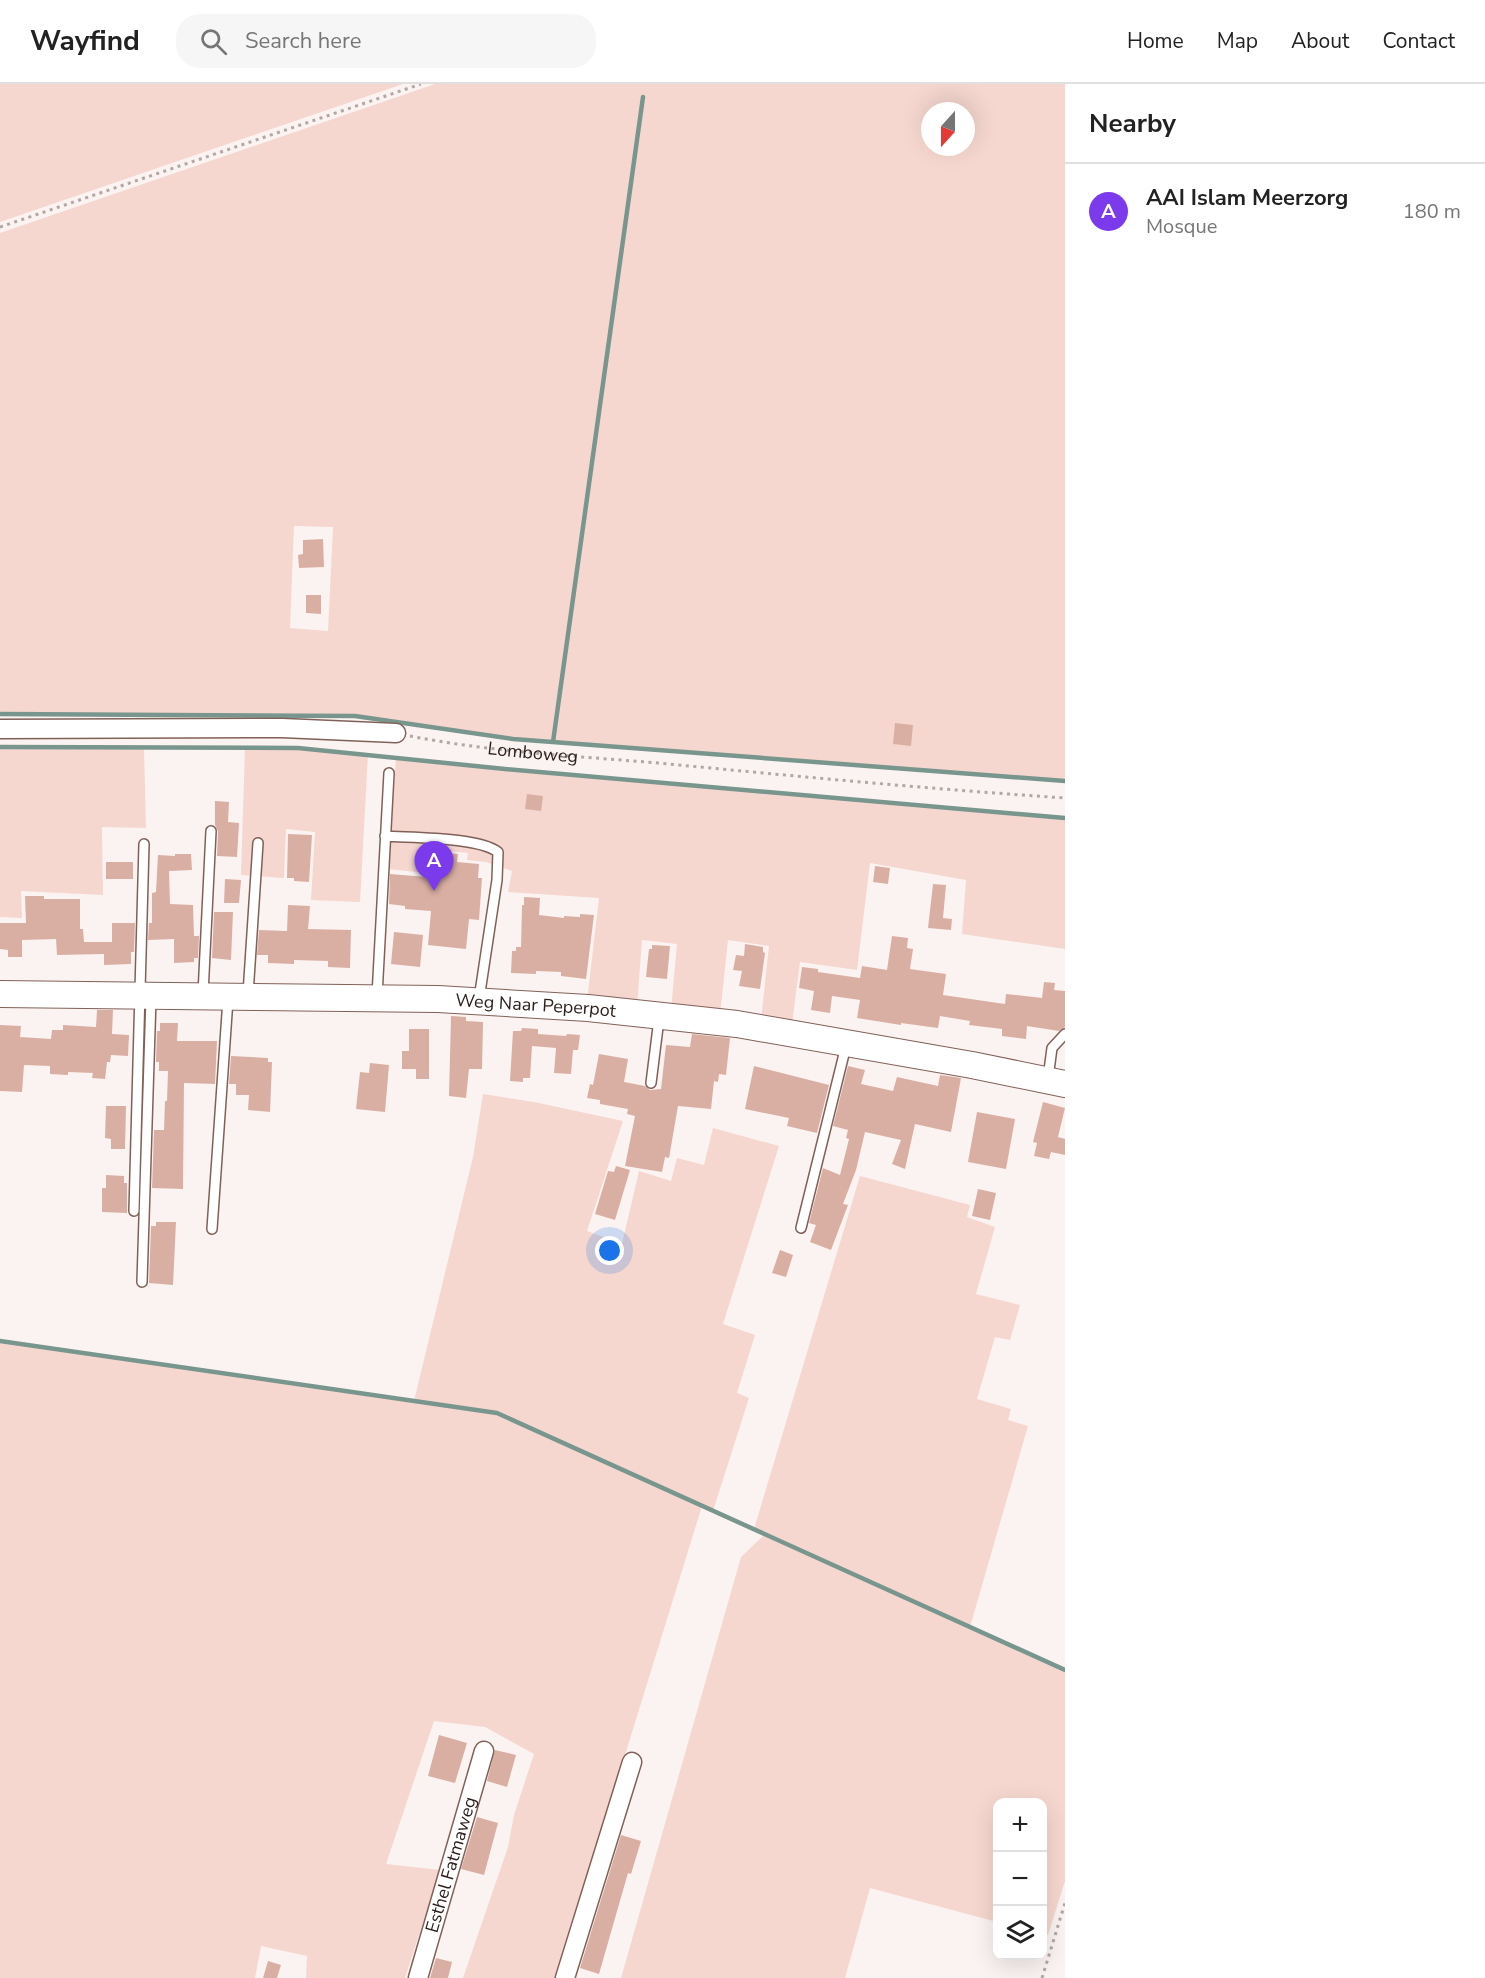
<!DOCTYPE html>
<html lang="en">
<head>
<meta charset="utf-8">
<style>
	body { margin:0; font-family:"Nunito Sans",sans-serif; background:#f6f6f6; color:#222 }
	.controls { position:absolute; right:18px; bottom:18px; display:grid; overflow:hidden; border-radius:12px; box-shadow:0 6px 24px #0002 }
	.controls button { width:54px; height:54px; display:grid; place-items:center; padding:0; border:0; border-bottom:2px solid #e0e0e0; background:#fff; color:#222; font:30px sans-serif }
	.compass { position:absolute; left:921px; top:18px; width:54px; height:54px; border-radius:50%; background:#fff; box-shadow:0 6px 24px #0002; rotate:201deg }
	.you { position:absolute; left:610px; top:1167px; width:21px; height:21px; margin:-15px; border:4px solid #fff; border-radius:50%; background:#1a73e8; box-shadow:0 0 0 9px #1a73e833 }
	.badge { display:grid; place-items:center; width:39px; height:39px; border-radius:50%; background:#7c3aed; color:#fff; font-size:20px; font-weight:700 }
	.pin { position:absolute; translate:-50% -50px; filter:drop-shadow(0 2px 3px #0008) }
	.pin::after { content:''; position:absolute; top:32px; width:21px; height:18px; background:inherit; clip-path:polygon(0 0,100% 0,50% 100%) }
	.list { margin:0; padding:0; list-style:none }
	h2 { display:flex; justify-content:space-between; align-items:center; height:78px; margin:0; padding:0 24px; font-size:26px }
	h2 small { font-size:20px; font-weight:400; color:#767676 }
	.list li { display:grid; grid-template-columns:39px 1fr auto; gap:18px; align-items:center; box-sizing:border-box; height:96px; padding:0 24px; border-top:2px solid #e0e0e0 }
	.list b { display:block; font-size:22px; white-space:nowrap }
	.list p { margin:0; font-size:20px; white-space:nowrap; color:#767676 }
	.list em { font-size:20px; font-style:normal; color:#767676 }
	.icon { flex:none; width:33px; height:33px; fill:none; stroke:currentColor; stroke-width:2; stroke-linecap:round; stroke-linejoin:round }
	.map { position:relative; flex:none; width:1065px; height:1894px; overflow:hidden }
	header { display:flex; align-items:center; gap:36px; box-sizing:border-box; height:84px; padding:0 30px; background:#fff; border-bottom:2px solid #e0e0e0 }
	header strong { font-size:28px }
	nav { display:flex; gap:33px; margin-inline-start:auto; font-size:21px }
	.search { width:420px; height:54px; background:#f6f6f6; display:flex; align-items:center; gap:15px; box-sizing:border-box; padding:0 21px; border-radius:24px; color:#767676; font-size:22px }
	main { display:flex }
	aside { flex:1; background:#fff }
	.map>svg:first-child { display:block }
</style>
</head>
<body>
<header>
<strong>Wayfind</strong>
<div class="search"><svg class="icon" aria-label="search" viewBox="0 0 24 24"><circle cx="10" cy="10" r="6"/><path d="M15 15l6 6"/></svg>Search here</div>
<nav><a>Home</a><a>Map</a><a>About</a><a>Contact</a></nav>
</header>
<main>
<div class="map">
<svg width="1065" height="1894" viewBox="0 0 1065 1894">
	<rect width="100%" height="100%" fill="#fbf3f1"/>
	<path fill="#f5d7cf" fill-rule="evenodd" d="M0,0h403l-403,138z
		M435,0h630v697l-552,-42 -158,-23 -355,-2v-481zM930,27h36v36h-36zM294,442l39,1 -5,104 -38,-3z
		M0,663l144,1 2,80 -44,-1 1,68 -82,-4 1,27 -22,-1z
		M245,664h53l70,6 -8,148 -49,-2 4,-68 -29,-3 -2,49 -43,-3z
		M396,673l109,12 560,49v131l-103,-15 4,-54 -96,-17 -13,107 -57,-8 -8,62 -31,-4 8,-74 -41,-6 -8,75 -49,-5 6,-66 -35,-4 -5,66 -50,-5 12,-103 -91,-6 4,-21 -26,-9 -19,-2 1,-7 -30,-3 -3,24 -47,-5z
		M483,1010l51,8 89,19 -36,110 35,13 17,-73 32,10 6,-23 27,7 9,-37 66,18 -56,178 32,11 -18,58 12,5 -36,113 -11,-5 -146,472h-93l45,-131 6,-32 20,-61 -49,-27 -51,-6 -48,143 54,6 -35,108h-99l1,-22 -46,-10 -6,32h-255v-637l414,60 59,-244z
		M860,1092l110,29 -3,12 28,10 -19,67 44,11 -10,35 -15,-3 -18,62 34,10 -3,11 20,6 -58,201 95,43v211l-17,54 -5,-1 -1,-132h-44l-1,120 -127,-34 -25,90h-224l120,-421 24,-23 -11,-5z"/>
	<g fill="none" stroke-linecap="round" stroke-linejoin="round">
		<path stroke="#78968d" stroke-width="4.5" d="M0,630l355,2 158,23 552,42
			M553,658l90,-645
			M0,663l298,1 207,21 560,49
			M0,1257l497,72 568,257"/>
	</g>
	<path fill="#daafa3" d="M323,455l1,28 -25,1 -1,-13 5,-1v-14z
		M306,511h15v19l-15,-1z
		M895,639l18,2 -2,21 -18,-2z
		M527,710l16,2 -2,15 -16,-2z
		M215,717l14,1 -1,20 11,1 -2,34 -20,-1 1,-25 -3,-6z
		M288,750l24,1 -3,47 -15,-1v-3h-7z
		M441,768l17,2 -1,8 22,2 -1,14h4l-3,42 -10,-1 -3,30 -38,-4 3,-34 -26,-2v-3l-16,-2 1,-30 49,4z
		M175,770h16l1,16 -23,1 1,33 23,1 1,31h5l-1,22h-4v4l-20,1v-24l-26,1 1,-17h3v-30l4,-1 2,-37 17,1z
		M106,778h27v17h-27z
		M875,782l15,2 -2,16 -15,-2z
		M225,795l16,1 -2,23h-15z
		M933,800l13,1 -3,33 9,1 -1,11 -23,-2z
		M25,812h19v3h36v30h3l1,13h28v-19h23l-1,29h-3v12l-27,1v-11l-47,1 -1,-16 -34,1v17h-14v-7l-8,-1v-26h26z
		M524,813l16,1 -1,17 25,3v-2l16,1v-3l14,1 -8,64 -25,-3v-4l-25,-1v3l-25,-1 1,-22h4v-4h5l1,-42h2z
		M288,821l22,1 -2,23 43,1 -1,38 -22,-1v-6l-34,-1v4l-26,-1v-8h-11l2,-25 28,1z
		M214,828h19l-2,48 -19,-2z
		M394,848l29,3 -3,32 -29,-3z
		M892,852l16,2 -1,10 6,1 -3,20 36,5 -3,21 62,9 1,-10 36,4 2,-16 11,1 -1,7 11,1v36l-6,4 -32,-5 -1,13 -24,-3v-7l-33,-4 1,-4 -30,-5 -2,12 -37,-5v2l-44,-7 3,-18 -28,-4 -2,17 -19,-3 3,-19 -15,-3 3,-21 16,2v3l42,6 2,-12 25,4z
		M745,860l18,3v5l2,1 -5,36 -21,-3 3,-15 -9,-1 3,-15 8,1z
		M652,861l18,1 -3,33 -21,-2 3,-28h3z
		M97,926h16l-1,24 17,1 -1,21 -17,-1 -1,7h-3l-2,17 -13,-1 1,-5 -25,-1v3l-18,-1v-8l-26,-1 -2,27 -22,-1v-66l21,1 -1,11 31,2 1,-9h11v-5l33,2z
		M451,932l15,1v4l17,1 -1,47h-13l-3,29 -17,-2z
		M160,939h18l-1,18h40l-2,43 -31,-1 -1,106 -31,-1 2,-58h10l1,-29h2l1,-30h-9v-9h-3l1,-31h3z
		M522,944l16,1v5l28,2 1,-2 13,1 -2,15h-5l-2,24 -17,-1 2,-25 -24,-2 -2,32h-7v4l-13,-1 3,-50h8z
		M409,945h20v50h-13v-10h-14v-18h7z
		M692,950l38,4 -4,37 -7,-1 -1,8 -4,-1 -3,28 -33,-3 -9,52 -4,-1 -3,15 -37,-6 10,-50 -8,-2 1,-5 -28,-5v-4l-13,-2 3,-14 3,1 6,-31 29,5 -4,23 21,4 5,4 11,-1 5,-44 24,2z
		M231,972l37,2v4h4l-2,50 -22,-2 1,-15h-13v-11h-7z
		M370,979l19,2 -4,47 -29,-3 4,-37 9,1z
		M754,982l75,19 -12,48 -30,-7 2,-8 -44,-9z
		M848,982l17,4 -4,14 32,7 4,-14 41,9 2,-11 21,3 -10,54 -36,-8 -10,45 -13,-5 9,-24 -36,-8 -9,38 -13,34 5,1 -17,45 -21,-8 6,-17 -7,-2 14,-55 17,7 9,-36 -3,-1 2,-8 -15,-4z
		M1043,1018l22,6 -7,29 7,2v16l-14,-3 -2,7 -15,-3 3,-13 -4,-1z
		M106,1022h20l-1,43h-14v-10l-6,-1z
		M977,1028l38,7 -9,50 -38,-7z
		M616,1082l14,4 -15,50 -20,-6 13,-43 6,1z
		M106,1091l18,1v7h3v30l-25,-1v-24h4z
		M978,1105l18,4 -6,27 -18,-4z
		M156,1138h20l-3,63 -24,-2 2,-57h5z
		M780,1166l13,5 -7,22 -14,-4z
		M439,1651l28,8 -12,40 -27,-7z
		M495,1666l21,5 -9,32 -20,-6z
		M477,1733l21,6 -14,52 -23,-6z
		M621,1751l20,6 -10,33 -3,-1 -29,101 -19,-6z
		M436,1874l16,4 -4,16h-18z
		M268,1877l13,4 -4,13h-14z"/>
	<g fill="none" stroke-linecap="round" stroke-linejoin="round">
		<defs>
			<path id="lane" d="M385,752c28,2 93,1 113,16l-1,28 -18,119
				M203,910l8,-163
				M248,910l10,-151
				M377,912l12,-223
				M1048,994l4,-30 13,-14
				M651,999l8,-64
				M134,1127l10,-367
				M801,1144l45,-182
				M212,1145l16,-230
				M142,1198l9,-284"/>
			<g id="street">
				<path d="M0,645l282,-1 114,5"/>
				<path id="s2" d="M418,1894l66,-227"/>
				<path d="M565,1894l67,-216"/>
			</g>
			<g id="secondary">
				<path id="s3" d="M0,910l438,5 150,9 149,16 235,41 93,19"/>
			</g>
		</defs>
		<use href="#lane" stroke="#806158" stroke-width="12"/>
		<use href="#street" stroke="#806158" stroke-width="21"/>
		<use href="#secondary" stroke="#806158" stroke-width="28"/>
		<g stroke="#b1a7a4" stroke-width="3" stroke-dasharray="3 4.5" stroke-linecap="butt">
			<path d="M0,143l421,-143"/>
			<path id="s1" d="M410,652c81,16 165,20 248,27 136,13 271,26 407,35"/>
			<path d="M1042,1894l23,-75"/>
		</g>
		<use href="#lane" stroke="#fff" stroke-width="9"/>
		<use href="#street" stroke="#fff" stroke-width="18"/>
		<use href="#secondary" stroke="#fff" stroke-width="26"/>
	</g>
	<g text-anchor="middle" stroke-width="4.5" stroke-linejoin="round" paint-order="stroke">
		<g font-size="18" fill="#2e211d" stroke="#fbf3f1">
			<text dy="6" stroke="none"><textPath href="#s1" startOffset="124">Lomboweg</textPath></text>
			<text dy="6" stroke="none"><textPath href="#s3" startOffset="536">Weg Naar Peperpot</textPath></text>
			<text dy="6" stroke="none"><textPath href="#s2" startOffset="118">Esthel Fatmaweg</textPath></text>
		</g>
	</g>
</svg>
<div class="controls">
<button>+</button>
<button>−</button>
<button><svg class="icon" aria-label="layers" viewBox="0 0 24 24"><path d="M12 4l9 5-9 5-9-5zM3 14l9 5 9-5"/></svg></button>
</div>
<svg class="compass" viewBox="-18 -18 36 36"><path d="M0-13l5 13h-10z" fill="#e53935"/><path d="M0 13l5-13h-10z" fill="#767676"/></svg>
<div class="you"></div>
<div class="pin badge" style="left:434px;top:807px">A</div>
</div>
<aside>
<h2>Nearby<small></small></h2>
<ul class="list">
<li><span class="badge">A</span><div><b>AAI Islam Meerzorg</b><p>Mosque</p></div><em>180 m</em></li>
</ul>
</aside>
</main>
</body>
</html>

+++++

**WORK INSTRUCTION**
Scan the records above and show every line in which the word "place" occurs.

**RESPONSE TO THE EXERCISE**
	.controls button { width:54px; height:54px; display:grid; place-items:center; padding:0; border:0; border-bottom:2px solid #e0e0e0; background:#fff; color:#222; font:30px sans-serif }
	.badge { display:grid; place-items:center; width:39px; height:39px; border-radius:50%; background:#7c3aed; color:#fff; font-size:20px; font-weight:700 }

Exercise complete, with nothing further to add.